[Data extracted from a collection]
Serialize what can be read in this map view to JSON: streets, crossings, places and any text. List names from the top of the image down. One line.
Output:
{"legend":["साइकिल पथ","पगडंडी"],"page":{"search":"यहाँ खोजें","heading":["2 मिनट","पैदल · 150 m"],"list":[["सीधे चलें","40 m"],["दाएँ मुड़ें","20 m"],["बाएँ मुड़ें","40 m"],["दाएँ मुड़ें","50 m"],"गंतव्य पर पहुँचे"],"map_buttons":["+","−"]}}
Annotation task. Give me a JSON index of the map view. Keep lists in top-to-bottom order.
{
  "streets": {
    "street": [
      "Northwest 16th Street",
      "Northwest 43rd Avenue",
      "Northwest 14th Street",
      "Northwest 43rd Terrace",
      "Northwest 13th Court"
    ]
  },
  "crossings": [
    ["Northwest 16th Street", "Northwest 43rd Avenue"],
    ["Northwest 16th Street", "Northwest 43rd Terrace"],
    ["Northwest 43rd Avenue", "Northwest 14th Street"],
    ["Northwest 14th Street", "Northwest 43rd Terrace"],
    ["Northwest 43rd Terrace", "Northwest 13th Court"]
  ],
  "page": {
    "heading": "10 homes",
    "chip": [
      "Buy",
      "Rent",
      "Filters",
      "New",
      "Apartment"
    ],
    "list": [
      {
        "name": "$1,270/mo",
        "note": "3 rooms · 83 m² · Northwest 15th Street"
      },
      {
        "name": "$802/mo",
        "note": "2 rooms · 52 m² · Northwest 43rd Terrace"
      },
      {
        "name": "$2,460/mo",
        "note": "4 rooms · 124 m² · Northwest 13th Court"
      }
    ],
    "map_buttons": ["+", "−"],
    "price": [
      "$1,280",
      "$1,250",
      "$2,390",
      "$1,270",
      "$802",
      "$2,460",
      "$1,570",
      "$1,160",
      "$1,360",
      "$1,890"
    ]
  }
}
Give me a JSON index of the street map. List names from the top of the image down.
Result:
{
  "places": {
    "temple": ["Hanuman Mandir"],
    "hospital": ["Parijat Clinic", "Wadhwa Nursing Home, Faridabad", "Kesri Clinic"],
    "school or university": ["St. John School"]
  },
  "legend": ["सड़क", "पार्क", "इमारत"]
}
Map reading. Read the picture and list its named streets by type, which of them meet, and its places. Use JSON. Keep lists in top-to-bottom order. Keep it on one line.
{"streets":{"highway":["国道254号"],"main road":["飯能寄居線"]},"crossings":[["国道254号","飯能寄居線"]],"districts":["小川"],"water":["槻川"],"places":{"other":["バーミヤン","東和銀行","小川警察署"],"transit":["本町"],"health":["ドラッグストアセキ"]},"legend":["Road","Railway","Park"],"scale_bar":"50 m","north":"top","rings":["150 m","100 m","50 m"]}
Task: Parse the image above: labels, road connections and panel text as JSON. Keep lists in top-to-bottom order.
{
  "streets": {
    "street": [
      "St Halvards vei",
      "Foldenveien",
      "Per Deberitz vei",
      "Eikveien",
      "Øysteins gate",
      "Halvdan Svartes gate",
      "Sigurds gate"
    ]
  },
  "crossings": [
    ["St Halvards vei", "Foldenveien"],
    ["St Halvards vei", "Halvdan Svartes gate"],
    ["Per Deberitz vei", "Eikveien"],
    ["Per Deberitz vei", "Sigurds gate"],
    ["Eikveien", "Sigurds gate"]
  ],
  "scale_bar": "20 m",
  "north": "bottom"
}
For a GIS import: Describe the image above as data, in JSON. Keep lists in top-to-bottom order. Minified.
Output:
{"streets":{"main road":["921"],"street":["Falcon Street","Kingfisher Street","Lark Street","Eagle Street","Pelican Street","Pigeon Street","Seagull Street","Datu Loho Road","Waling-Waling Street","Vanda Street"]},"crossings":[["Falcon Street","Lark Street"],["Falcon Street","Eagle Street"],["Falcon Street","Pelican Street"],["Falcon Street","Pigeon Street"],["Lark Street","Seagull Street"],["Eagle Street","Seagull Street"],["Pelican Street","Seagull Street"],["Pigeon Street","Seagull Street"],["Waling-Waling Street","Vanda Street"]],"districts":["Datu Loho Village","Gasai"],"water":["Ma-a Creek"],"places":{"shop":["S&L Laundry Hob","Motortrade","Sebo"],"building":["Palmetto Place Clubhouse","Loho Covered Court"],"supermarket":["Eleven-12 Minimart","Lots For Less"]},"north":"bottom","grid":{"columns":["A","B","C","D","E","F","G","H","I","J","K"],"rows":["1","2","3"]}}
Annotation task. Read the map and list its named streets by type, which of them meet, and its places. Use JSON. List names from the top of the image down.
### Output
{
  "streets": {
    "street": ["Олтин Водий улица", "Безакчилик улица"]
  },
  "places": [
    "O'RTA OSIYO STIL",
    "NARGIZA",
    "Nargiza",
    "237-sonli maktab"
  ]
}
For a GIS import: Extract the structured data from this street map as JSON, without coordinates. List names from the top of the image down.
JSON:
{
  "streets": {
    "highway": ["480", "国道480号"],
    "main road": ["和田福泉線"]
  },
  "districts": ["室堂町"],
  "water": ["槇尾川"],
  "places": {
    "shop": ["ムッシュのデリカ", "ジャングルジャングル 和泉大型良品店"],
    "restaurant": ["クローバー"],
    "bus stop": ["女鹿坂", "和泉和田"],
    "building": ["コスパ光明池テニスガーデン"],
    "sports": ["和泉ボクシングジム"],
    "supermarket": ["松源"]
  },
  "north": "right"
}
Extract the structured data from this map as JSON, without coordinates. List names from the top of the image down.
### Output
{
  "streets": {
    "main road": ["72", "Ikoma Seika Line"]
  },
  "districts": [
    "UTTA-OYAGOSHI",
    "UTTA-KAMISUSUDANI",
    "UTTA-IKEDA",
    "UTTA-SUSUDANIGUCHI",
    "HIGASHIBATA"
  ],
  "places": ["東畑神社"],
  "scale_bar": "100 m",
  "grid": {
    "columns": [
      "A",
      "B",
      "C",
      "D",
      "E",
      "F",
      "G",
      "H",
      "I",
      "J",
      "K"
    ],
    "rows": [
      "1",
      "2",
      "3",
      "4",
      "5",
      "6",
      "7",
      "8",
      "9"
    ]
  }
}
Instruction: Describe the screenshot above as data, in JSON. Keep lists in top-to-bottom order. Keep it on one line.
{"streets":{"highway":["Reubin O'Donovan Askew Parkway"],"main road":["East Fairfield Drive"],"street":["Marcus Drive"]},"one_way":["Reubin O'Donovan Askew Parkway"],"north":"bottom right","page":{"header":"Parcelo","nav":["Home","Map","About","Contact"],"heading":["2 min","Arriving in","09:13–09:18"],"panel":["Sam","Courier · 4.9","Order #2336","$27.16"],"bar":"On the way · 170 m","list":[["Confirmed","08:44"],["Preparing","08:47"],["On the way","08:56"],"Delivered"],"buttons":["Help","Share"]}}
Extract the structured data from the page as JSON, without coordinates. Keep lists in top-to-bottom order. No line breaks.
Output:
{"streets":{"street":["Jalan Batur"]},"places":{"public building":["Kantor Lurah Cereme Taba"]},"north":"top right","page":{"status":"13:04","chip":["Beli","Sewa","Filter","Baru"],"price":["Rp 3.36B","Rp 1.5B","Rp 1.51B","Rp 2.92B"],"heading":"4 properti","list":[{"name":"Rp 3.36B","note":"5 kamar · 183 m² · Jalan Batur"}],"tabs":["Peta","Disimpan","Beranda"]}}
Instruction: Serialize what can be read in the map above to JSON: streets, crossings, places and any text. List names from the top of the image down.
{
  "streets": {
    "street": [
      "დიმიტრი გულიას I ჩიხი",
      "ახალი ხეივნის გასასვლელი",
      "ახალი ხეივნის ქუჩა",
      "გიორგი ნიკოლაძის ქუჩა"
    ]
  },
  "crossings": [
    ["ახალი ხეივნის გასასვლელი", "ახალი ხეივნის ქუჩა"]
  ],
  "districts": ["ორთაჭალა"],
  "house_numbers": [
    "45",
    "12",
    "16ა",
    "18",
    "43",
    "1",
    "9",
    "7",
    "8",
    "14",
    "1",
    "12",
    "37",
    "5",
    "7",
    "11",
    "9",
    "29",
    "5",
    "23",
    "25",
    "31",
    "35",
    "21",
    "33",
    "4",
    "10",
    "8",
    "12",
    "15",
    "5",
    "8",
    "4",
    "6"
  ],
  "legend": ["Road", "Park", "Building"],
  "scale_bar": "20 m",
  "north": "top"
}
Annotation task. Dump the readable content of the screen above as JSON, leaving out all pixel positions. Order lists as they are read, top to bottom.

- What is expected
Filter the preceding entries down to the lines with "import".

- Exercise output
For a GIS import: Describe the image above as data, in JSON. Keep lists in top-to-bottom order. Minified.
For a GIS import: Extract the structured data from this street map as JSON, without coordinates. List names from the top of the image down.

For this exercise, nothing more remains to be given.